To understand the importance of the topic of this post, we need to start with the bad.
Statistics could easily tell the story of Chase Budinger's sophomore slump, but they are not wholly necessary. To judge Budinger's 2011 campaign is to pass gaze at the sullen, disoriented, frustrated expression he wears on his face each time he takes the court.
So quickly has Budinger gone from a draft steal to a major question mark that despite this only being his second year in the league, I think he may have plateaued. If anything, a clear indicator of Budinger's direction lies upon his face. Each time he misses an open three-pointer and each time he gets beat on defense, it becomes increasingly clearer: Budinger hasn't an ounce of confidence in his step or stroke. Each time Budinger catapults a shot towards the basket, it does not appear as if he is shooting to make the basket. Rather, it looks like he's desperately trying not to miss. From my seat, there is no tangible level of confidence or enjoyment evident in his play.
It's no secret that Budinger enjoys the sport of volleyball and that he is uncommonly skilled in the area, as he was once ranked a top five player in the country. He wasn't a role player: he was the player. I wonder how often Budinger yearns for his better sport.
Opposing general managers with interest in Budinger can look at his decline in production from his rookie year and present a few plausible explanations. He hasn't been able to play much with Kyle Lowry on the second unit, his primary setup man from a year ago. He sprained an ankle back in September after a nice Summer League showing and didn't have as much time to prepare for the season. Or, he's just in a sophomore slump, often as common amongst pro basketball players as chicken pox is with toddlers.
Let's hope that these are the primary conclusions reached, and that Budinger's continued inability to finish in traffic despite his athletic ability, his deteriorating jumper and his lack of significant improvement in the majority of his game play second fiddle to optimism.
Now, with all of that said -- in admittedly harsh terms -- I can't tell you how incredibly gratifying it was to see Budinger make the game-saving play for the Rockets against the Wizards on Monday night.

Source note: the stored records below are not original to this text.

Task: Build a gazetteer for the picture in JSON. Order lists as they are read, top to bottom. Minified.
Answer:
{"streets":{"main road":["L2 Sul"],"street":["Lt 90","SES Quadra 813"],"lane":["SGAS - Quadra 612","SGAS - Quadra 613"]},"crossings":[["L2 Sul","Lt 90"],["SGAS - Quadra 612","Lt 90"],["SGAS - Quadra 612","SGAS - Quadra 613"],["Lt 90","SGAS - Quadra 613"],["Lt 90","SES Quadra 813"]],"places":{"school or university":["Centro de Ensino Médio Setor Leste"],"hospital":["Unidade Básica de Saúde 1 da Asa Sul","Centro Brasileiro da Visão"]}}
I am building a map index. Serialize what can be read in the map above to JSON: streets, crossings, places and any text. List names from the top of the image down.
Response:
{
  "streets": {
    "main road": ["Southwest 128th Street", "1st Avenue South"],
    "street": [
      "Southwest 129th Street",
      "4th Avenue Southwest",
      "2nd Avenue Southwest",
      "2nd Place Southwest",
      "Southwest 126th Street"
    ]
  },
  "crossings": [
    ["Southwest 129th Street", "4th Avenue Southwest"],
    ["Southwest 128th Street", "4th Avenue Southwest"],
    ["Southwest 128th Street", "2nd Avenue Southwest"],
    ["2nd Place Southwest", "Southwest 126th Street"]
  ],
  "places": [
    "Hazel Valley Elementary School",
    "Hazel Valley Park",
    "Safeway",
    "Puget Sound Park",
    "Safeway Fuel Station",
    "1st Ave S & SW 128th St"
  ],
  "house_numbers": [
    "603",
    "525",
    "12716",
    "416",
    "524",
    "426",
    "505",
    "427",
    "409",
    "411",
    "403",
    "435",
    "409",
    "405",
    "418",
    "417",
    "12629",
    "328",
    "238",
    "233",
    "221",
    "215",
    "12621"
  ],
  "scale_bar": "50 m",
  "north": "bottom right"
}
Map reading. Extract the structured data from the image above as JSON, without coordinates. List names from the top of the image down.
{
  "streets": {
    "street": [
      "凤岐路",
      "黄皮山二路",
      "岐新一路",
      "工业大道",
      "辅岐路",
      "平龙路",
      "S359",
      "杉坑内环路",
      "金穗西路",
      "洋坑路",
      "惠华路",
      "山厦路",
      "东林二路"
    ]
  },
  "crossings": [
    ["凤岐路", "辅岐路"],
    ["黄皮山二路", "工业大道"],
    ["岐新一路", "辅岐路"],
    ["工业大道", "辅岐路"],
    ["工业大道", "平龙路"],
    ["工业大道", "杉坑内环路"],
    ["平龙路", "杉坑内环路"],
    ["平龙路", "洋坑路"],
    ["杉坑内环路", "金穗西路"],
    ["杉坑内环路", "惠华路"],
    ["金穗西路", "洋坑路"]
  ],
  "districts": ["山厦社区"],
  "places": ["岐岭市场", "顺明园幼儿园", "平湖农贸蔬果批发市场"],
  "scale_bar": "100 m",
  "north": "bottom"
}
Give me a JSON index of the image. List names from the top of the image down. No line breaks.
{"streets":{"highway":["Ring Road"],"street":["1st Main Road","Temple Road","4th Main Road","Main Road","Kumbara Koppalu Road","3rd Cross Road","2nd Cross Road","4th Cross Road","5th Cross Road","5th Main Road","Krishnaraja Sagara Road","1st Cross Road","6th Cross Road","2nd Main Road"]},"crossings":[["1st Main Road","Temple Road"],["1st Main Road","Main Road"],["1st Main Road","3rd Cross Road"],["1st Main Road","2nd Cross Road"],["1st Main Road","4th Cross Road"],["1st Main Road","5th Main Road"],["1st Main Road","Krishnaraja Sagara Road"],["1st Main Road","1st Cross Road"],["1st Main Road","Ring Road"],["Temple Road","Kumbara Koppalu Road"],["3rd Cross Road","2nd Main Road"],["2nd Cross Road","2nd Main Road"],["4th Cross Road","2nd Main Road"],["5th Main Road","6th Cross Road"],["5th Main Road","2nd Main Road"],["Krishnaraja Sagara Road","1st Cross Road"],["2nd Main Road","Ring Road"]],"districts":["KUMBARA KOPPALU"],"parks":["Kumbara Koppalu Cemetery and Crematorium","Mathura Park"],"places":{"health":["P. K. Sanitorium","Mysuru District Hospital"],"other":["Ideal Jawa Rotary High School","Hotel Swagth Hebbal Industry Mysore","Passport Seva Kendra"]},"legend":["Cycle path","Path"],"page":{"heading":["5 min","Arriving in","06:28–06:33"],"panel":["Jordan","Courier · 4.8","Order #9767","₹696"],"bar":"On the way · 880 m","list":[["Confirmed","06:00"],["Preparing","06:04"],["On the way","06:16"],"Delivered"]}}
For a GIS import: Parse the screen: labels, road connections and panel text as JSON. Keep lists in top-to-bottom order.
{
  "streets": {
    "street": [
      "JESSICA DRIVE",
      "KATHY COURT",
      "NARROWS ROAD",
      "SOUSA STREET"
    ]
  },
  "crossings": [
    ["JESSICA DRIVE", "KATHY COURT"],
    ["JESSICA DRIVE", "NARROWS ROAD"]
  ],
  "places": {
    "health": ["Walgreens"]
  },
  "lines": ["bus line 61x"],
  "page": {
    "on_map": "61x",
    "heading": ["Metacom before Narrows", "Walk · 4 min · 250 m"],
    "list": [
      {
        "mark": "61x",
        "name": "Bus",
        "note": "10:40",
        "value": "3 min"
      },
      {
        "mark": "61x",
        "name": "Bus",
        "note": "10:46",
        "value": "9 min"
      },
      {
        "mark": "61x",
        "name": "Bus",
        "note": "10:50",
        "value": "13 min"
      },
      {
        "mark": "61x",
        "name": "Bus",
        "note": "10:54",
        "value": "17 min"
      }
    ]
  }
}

At the 8:19 mark and with the Wizards in command and up by seven, Josh Howard drove at Budinger, momentarily lost his balance and attempted to toss up a jumper. But before Howard could extend his arms fully, Budinger mauled him like he had just kidnapped one of his children. He stuffed Howard so badly that it was practically a steal, and as he lobbed the ball ahead to Aaron Brooks for the fastbreak, the crowd awoke from a two-quarter-long slumber. A second later, as Courtney Lee completed the alley-oop from Brooks, Toyota Center went berzerk. The bench went nuts, too. Washington called a timeout, and suddenly, the Houston Rockets had something off of which to feed. Chase Budinger had just made an impact play -- on defense, no less -- and it was he who had produced a necessary energy spark for the Rockets to avoid a bad loss. Good. For. Him.
From there, the Rockets rode an adrenaline rush to a 100-93 comeback victory. They hit their threes in the clutch, sure, but it was Budinger's play that got them there.
I don't know what is going to happen to Chase in the coming months, as I feel I've been much quicker to label him as trade bait than most. I'm still prepared to discount him as a legitimate NBA prospect, fair or unfair as that seems. His ceiling appears to be what we saw in his rookie year. But I would be a fool not to fully appreciate how much confidence Budinger must have gained from that blocked shot on Josh Howard. It's something that finally went right for him amidst all of the disappointments.